• _Goal of the exercise_: Where the material below has a line containing "Parse the screenshot", start repeating exactly, and keep going through the line containing "Summarize the content", with no other lines.

• _Dataset records_:
==================================================
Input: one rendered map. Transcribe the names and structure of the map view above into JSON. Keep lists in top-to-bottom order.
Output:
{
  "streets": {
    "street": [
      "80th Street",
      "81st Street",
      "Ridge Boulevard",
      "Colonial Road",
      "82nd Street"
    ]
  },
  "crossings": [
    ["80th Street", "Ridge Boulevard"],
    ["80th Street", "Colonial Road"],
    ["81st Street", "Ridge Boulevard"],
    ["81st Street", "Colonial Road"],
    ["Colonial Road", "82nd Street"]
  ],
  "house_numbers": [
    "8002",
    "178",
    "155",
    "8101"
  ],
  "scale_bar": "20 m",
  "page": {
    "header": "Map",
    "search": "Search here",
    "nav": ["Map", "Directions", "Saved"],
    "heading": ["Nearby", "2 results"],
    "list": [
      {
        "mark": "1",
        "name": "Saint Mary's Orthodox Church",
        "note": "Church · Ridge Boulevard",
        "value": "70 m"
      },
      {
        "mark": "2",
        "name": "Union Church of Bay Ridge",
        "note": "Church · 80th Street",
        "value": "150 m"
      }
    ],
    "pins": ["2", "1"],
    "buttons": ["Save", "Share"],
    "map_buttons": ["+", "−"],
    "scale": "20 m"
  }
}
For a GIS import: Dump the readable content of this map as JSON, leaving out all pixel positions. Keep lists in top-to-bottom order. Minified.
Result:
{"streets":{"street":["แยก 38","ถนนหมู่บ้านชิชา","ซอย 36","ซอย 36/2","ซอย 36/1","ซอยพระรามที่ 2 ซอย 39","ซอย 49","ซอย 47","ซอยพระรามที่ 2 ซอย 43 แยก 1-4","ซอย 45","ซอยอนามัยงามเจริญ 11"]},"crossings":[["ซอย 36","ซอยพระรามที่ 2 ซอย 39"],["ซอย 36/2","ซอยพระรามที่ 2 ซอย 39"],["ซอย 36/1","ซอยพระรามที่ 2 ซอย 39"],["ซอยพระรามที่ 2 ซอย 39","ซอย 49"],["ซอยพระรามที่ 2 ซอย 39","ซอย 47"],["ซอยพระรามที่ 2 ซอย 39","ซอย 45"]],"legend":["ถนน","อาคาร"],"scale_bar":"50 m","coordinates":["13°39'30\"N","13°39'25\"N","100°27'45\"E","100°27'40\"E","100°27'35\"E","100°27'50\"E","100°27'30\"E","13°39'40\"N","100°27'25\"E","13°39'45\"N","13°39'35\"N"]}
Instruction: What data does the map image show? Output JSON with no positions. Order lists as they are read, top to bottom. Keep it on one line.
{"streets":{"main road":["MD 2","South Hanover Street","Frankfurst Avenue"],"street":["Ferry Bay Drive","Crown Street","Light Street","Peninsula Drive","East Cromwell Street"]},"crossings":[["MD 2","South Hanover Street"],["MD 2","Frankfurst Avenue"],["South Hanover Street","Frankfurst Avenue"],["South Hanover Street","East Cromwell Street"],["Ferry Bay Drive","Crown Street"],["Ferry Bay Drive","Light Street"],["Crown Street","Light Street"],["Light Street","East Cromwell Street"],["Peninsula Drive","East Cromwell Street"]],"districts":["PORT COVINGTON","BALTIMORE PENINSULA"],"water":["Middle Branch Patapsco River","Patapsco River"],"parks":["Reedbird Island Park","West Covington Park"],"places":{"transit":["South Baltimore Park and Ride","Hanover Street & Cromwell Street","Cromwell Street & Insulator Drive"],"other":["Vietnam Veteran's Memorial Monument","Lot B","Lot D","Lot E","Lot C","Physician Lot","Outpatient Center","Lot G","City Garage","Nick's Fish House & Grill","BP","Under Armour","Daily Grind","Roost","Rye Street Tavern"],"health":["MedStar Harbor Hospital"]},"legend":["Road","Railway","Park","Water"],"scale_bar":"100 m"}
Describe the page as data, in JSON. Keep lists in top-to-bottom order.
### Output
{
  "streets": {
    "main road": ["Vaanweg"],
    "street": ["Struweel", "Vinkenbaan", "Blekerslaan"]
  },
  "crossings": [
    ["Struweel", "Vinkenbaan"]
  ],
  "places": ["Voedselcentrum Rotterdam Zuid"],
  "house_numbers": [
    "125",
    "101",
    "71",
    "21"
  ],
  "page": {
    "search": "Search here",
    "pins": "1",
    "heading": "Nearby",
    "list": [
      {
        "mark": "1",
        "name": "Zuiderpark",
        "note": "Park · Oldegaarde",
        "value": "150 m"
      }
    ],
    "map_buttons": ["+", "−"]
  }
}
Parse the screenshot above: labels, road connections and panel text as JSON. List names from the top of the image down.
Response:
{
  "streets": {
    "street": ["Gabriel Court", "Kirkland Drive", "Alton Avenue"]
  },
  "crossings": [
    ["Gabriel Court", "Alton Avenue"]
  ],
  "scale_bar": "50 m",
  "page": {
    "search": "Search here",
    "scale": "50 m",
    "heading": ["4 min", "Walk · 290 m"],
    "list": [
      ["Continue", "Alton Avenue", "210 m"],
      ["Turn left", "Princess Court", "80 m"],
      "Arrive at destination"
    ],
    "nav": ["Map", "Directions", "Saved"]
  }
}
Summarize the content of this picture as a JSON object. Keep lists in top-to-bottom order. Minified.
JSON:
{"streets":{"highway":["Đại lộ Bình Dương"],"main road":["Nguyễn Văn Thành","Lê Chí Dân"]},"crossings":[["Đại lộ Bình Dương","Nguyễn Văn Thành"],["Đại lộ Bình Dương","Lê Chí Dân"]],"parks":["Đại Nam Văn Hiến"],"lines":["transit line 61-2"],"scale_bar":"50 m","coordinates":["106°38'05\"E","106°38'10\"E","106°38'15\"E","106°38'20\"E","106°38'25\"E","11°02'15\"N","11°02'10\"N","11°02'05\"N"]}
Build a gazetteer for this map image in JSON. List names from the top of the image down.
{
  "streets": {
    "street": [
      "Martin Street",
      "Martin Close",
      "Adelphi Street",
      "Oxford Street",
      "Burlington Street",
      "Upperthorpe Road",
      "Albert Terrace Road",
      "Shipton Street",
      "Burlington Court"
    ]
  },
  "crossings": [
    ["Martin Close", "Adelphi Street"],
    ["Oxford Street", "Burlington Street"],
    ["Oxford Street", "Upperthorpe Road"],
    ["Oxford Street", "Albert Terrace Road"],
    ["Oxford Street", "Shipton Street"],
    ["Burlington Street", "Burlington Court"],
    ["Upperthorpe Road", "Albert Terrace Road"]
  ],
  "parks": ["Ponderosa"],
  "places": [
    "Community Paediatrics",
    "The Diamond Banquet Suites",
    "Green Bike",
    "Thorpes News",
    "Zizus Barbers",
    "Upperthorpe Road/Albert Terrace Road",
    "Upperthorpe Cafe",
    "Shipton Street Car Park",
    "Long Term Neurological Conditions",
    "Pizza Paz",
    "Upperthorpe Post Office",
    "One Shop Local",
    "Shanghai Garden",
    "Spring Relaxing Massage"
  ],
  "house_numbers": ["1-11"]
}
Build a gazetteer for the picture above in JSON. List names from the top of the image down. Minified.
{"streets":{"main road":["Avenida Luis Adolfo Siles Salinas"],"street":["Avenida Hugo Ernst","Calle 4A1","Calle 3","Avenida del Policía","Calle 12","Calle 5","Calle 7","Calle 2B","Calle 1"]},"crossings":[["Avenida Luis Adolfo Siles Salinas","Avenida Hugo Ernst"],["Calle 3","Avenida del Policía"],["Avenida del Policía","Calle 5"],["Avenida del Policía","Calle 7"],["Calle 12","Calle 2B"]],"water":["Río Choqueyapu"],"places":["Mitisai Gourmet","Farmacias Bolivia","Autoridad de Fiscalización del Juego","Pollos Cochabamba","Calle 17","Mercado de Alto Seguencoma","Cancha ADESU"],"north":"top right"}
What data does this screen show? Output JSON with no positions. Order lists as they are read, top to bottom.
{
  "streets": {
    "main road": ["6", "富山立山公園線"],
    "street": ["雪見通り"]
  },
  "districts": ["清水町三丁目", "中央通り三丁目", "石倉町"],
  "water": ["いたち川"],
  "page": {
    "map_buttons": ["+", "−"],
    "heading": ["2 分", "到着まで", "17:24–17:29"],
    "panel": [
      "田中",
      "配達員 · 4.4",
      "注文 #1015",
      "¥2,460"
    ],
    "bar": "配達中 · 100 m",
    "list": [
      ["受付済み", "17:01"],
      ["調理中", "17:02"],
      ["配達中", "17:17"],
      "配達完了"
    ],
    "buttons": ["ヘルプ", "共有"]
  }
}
==================================================
• _Answer space_:
Parse the screenshot above: labels, road connections and panel text as JSON. List names from the top of the image down.
Response:
{
  "streets": {
    "street": ["Gabriel Court", "Kirkland Drive", "Alton Avenue"]
  },
  "crossings": [
    ["Gabriel Court", "Alton Avenue"]
  ],
  "scale_bar": "50 m",
  "page": {
    "search": "Search here",
    "scale": "50 m",
    "heading": ["4 min", "Walk · 290 m"],
    "list": [
      ["Continue", "Alton Avenue", "210 m"],
      ["Turn left", "Princess Court", "80 m"],
      "Arrive at destination"
    ],
    "nav": ["Map", "Directions", "Saved"]
  }
}
Summarize the content of this picture as a JSON object. Keep lists in top-to-bottom order. Minified.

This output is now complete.